◆ Work request: In the material below, find each line with the word "serif" and list it.

◆ Records to use:
###

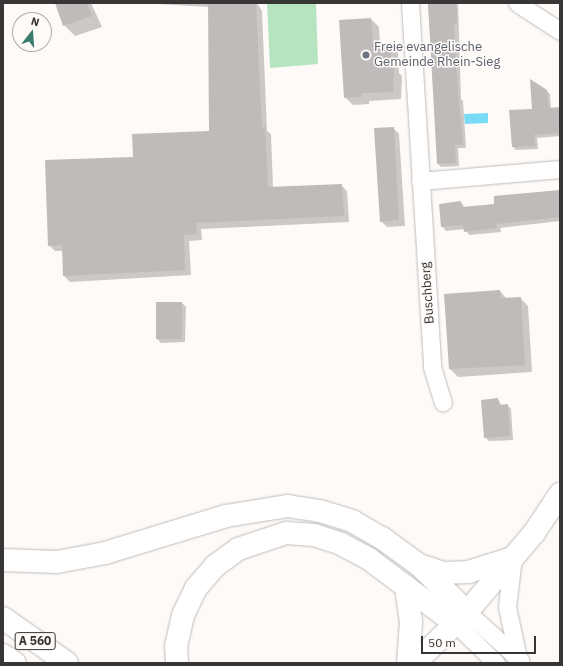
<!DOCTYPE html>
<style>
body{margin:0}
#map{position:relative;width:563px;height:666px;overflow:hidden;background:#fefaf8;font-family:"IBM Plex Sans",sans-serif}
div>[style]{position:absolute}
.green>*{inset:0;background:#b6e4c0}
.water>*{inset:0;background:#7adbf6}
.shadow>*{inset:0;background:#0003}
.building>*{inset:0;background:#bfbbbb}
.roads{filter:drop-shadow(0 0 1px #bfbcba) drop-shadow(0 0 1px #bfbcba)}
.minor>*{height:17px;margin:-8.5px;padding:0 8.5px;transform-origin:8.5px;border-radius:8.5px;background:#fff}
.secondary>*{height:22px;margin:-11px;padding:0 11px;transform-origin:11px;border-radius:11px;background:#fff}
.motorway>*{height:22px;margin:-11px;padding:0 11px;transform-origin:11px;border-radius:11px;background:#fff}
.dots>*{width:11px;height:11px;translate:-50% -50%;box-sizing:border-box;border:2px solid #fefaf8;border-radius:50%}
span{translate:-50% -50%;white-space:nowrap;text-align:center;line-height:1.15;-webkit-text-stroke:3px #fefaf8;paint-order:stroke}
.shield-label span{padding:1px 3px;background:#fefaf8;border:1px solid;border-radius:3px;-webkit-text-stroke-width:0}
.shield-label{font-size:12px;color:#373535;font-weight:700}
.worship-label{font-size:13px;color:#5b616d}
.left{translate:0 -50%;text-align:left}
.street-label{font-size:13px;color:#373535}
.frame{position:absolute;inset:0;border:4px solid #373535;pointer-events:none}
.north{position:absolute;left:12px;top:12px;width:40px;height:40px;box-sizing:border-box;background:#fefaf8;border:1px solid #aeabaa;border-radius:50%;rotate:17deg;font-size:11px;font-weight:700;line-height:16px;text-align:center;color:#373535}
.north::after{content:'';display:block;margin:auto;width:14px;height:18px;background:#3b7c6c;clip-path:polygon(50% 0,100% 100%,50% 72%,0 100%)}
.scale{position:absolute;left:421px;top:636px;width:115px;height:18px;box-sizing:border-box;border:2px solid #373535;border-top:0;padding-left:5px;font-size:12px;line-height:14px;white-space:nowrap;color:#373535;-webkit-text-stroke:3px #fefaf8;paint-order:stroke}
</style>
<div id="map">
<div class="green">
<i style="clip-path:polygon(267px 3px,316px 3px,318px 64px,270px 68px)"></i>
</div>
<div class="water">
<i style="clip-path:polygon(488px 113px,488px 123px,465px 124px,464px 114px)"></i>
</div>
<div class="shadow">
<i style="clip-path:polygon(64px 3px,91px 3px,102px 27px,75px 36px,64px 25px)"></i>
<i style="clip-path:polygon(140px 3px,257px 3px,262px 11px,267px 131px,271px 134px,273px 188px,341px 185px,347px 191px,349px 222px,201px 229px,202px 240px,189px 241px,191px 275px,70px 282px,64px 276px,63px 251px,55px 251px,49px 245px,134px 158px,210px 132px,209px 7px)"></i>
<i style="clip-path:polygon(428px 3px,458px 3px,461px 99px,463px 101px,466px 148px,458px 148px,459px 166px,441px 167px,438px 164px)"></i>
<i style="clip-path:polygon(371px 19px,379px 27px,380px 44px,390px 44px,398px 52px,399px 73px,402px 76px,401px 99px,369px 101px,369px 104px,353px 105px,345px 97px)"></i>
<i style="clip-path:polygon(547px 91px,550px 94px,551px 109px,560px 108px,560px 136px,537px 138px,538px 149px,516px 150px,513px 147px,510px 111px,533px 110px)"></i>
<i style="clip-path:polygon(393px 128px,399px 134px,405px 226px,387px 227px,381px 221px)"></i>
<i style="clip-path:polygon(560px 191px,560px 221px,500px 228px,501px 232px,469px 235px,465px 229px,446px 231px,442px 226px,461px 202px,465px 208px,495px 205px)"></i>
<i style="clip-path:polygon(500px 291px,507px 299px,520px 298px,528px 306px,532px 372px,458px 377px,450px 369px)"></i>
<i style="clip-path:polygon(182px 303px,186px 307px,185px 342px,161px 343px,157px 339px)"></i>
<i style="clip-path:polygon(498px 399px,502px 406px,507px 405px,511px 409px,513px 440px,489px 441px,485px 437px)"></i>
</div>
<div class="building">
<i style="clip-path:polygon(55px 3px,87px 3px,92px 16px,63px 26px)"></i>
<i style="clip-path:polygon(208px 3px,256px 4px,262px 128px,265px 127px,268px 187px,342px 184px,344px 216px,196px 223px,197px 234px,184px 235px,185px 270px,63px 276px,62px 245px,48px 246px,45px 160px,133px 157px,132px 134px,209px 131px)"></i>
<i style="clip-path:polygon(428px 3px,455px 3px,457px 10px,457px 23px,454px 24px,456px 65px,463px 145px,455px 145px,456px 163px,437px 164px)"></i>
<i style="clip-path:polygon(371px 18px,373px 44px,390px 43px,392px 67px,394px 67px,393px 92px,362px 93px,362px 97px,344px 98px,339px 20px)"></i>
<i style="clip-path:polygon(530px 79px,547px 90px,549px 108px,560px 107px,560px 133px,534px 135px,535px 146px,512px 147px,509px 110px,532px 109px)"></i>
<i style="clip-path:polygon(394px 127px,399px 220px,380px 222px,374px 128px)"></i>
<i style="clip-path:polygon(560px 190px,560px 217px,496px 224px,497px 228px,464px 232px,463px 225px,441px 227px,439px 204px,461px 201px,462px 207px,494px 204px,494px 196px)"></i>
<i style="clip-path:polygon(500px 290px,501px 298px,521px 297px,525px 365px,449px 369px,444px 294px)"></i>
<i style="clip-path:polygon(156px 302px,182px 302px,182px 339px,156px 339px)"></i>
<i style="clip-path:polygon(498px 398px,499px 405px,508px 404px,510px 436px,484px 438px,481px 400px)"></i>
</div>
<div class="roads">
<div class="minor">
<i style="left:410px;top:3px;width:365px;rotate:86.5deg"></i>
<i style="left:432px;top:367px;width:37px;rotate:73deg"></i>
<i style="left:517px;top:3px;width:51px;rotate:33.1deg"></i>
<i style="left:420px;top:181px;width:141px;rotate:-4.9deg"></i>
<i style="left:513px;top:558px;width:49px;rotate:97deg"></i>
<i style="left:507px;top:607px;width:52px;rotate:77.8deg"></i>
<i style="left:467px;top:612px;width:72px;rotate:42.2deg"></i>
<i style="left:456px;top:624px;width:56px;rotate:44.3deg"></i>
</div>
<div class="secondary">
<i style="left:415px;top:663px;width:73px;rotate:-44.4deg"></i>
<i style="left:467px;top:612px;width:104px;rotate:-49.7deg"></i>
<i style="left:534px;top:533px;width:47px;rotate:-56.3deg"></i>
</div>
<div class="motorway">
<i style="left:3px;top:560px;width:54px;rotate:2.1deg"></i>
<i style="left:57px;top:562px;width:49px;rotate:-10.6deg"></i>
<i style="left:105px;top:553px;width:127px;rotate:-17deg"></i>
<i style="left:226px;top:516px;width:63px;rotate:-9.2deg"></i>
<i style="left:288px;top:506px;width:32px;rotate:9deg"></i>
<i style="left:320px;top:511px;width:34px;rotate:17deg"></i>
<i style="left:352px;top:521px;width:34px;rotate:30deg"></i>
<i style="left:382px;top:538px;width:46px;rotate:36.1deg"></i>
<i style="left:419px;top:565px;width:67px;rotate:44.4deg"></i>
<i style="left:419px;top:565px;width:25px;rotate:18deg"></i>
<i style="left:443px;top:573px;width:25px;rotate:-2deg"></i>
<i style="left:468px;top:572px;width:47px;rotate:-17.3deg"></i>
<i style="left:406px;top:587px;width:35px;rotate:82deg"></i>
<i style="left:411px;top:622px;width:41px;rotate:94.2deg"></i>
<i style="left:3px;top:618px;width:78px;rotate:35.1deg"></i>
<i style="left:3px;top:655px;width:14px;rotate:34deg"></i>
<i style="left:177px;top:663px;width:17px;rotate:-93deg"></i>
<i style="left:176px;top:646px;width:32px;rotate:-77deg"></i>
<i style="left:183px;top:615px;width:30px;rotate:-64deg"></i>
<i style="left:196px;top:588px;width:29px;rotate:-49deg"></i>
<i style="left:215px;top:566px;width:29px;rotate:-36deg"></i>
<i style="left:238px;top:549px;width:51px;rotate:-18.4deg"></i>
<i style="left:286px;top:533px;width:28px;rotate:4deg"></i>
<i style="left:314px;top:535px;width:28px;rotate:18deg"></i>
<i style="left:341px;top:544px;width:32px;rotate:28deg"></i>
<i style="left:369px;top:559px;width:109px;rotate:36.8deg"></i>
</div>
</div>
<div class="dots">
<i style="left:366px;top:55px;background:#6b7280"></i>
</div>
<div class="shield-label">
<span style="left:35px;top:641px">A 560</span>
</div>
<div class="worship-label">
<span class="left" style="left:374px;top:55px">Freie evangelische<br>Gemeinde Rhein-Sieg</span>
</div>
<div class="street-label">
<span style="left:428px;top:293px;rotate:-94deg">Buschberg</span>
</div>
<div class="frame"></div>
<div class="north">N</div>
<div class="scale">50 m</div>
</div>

###

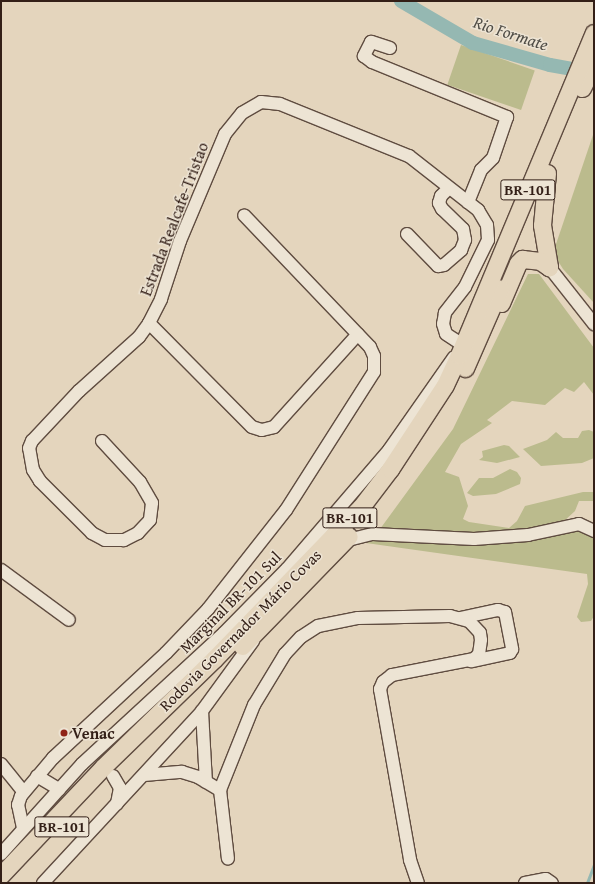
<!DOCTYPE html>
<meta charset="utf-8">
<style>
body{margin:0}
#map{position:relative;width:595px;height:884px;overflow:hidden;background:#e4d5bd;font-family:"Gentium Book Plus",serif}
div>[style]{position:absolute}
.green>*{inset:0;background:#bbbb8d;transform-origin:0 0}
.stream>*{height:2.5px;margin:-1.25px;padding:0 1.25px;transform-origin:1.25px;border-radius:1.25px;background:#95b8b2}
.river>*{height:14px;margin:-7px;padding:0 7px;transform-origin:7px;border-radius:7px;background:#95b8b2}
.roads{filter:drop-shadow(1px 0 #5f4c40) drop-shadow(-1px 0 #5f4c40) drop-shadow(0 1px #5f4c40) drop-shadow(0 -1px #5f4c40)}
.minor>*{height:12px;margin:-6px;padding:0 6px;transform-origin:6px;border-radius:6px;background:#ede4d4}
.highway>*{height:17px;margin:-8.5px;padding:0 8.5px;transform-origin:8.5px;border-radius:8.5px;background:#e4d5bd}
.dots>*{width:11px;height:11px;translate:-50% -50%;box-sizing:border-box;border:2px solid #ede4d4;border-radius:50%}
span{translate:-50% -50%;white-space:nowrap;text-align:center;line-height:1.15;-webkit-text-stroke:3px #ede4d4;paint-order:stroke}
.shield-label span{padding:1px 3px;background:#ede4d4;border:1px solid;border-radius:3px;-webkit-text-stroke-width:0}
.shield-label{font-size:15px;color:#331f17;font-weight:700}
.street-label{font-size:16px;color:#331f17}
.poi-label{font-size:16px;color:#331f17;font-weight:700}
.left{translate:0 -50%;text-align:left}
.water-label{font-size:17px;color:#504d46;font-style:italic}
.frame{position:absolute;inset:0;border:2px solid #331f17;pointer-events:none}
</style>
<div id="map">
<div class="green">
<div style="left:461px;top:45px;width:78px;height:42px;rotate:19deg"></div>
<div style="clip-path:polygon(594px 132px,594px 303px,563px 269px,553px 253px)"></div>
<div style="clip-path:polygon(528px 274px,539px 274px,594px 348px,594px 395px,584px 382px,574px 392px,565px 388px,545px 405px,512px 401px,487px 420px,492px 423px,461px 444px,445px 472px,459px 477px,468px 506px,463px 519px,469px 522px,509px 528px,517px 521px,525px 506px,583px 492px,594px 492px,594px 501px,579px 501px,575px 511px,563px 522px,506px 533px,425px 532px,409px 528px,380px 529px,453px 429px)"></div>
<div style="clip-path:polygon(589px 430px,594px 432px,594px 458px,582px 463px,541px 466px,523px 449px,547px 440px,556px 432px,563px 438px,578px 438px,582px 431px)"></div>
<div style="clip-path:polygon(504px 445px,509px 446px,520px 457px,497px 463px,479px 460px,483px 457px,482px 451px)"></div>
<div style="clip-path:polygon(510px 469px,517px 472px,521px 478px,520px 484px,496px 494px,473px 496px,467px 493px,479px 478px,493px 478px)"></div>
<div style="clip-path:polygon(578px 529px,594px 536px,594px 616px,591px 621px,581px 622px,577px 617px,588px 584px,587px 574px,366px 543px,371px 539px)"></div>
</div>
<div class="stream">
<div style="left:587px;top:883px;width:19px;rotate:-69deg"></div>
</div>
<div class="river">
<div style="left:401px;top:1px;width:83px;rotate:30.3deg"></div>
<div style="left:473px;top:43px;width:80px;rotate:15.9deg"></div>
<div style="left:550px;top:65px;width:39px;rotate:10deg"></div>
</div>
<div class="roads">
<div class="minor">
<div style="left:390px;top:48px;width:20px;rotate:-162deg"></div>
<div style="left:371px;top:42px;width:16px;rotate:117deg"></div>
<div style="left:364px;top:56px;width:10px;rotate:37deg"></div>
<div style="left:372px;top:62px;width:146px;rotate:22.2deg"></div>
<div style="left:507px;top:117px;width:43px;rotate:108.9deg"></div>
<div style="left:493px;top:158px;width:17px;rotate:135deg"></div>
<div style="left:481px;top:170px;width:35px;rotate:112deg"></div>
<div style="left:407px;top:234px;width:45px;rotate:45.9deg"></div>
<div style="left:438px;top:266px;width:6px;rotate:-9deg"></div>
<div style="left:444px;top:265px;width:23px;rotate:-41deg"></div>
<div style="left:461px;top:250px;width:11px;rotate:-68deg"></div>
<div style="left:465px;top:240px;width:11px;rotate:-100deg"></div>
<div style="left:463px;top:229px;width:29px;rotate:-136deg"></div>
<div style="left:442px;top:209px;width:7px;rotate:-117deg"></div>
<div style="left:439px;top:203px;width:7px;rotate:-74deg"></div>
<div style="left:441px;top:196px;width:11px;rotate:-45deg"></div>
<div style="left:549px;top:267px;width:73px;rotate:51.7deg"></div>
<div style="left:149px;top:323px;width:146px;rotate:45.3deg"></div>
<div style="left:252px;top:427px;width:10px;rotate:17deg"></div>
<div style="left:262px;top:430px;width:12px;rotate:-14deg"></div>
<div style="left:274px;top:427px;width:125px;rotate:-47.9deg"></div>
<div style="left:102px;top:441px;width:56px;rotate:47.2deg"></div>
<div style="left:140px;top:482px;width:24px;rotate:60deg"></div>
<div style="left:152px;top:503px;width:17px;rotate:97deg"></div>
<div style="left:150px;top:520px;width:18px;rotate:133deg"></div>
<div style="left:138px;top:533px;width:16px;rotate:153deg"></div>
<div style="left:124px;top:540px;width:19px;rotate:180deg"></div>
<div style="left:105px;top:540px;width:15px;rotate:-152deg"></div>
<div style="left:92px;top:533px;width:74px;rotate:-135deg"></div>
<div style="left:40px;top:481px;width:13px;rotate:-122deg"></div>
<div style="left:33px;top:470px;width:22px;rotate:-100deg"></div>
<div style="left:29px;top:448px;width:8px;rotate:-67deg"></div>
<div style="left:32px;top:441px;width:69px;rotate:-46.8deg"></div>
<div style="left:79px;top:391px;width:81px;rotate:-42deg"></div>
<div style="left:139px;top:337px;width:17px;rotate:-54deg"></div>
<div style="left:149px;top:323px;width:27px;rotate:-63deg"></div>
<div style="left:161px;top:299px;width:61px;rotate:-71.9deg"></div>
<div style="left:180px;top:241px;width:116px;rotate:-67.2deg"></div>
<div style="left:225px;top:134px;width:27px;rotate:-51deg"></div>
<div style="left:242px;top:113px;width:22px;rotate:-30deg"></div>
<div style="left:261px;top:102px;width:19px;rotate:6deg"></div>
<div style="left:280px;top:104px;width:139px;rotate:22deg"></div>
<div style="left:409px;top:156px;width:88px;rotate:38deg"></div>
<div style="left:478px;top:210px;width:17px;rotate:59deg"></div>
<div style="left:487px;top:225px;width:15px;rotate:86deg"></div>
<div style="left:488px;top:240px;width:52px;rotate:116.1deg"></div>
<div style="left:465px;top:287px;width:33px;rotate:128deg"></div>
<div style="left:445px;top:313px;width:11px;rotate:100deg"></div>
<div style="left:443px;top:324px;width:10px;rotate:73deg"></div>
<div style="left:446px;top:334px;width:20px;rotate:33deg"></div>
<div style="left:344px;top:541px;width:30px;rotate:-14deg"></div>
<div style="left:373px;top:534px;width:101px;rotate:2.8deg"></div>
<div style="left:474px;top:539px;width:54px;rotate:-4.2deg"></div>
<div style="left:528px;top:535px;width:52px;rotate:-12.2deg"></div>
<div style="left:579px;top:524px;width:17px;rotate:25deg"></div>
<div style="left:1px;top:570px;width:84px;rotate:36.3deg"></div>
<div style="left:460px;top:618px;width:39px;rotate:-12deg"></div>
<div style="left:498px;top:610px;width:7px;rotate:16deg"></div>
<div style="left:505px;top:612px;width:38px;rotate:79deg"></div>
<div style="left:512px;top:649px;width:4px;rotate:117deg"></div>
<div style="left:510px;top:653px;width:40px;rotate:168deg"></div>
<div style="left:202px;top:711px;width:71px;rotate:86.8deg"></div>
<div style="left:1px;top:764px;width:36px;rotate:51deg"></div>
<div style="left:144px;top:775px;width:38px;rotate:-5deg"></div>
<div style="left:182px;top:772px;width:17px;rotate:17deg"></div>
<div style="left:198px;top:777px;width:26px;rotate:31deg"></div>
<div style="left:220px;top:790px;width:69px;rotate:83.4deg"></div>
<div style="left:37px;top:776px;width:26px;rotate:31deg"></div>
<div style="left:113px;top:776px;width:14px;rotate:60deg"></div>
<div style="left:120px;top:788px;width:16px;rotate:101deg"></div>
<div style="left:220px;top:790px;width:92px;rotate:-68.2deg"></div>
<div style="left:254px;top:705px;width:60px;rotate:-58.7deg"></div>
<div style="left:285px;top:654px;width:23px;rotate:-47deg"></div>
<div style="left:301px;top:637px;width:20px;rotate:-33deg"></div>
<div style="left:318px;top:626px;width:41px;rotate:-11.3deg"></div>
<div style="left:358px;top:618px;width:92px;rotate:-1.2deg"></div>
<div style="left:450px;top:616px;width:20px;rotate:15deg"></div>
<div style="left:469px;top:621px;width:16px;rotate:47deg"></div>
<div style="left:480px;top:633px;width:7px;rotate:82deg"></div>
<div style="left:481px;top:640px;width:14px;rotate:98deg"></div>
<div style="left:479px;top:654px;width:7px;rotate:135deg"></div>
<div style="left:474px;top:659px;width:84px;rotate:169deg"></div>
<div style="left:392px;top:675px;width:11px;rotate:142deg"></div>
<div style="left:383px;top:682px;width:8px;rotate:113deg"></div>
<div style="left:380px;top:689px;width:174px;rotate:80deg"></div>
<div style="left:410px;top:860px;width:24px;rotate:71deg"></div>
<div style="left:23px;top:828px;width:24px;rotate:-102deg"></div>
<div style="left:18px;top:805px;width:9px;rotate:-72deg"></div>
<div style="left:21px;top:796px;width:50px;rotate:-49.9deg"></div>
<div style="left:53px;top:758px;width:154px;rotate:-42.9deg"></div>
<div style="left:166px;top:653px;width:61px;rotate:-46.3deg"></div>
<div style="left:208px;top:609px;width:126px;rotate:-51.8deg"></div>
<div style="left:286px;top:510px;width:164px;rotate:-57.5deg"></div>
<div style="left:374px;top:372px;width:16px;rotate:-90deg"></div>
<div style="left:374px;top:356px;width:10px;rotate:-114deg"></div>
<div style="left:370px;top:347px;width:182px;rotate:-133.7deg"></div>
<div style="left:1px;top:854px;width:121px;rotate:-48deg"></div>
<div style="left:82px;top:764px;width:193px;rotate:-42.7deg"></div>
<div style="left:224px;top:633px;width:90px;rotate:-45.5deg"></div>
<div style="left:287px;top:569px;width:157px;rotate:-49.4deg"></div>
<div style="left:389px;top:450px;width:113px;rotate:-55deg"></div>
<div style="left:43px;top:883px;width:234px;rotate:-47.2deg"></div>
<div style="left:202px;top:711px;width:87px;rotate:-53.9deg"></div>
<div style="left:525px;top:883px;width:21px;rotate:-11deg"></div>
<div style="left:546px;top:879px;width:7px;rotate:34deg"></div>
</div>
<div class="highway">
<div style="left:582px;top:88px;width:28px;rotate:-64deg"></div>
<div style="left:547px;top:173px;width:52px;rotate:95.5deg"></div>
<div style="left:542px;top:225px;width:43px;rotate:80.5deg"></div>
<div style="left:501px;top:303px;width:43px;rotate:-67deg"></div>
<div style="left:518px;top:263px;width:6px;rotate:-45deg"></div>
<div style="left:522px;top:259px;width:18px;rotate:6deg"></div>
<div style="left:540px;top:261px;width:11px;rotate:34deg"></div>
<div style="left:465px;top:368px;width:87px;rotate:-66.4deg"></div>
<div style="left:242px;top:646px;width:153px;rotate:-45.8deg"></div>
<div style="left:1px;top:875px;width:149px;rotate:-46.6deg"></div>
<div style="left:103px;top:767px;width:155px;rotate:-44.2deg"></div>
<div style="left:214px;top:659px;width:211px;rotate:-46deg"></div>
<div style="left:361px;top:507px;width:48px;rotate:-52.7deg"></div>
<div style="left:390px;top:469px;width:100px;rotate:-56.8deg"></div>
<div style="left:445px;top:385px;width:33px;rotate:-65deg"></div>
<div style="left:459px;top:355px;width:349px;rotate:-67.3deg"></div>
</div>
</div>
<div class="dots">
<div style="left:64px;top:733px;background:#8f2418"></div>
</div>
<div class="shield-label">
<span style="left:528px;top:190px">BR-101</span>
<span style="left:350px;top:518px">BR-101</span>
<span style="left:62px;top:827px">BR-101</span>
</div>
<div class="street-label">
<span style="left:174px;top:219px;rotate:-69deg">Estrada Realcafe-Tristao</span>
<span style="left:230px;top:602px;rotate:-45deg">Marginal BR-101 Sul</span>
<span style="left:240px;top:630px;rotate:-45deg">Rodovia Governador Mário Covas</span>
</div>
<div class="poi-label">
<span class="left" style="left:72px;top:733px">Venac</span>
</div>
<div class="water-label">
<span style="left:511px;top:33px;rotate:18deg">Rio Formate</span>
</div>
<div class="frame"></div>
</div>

###

◆ Answer to this problem:
#map{position:relative;width:563px;height:666px;overflow:hidden;background:#fefaf8;font-family:"IBM Plex Sans",sans-serif}
#map{position:relative;width:595px;height:884px;overflow:hidden;background:#e4d5bd;font-family:"Gentium Book Plus",serif}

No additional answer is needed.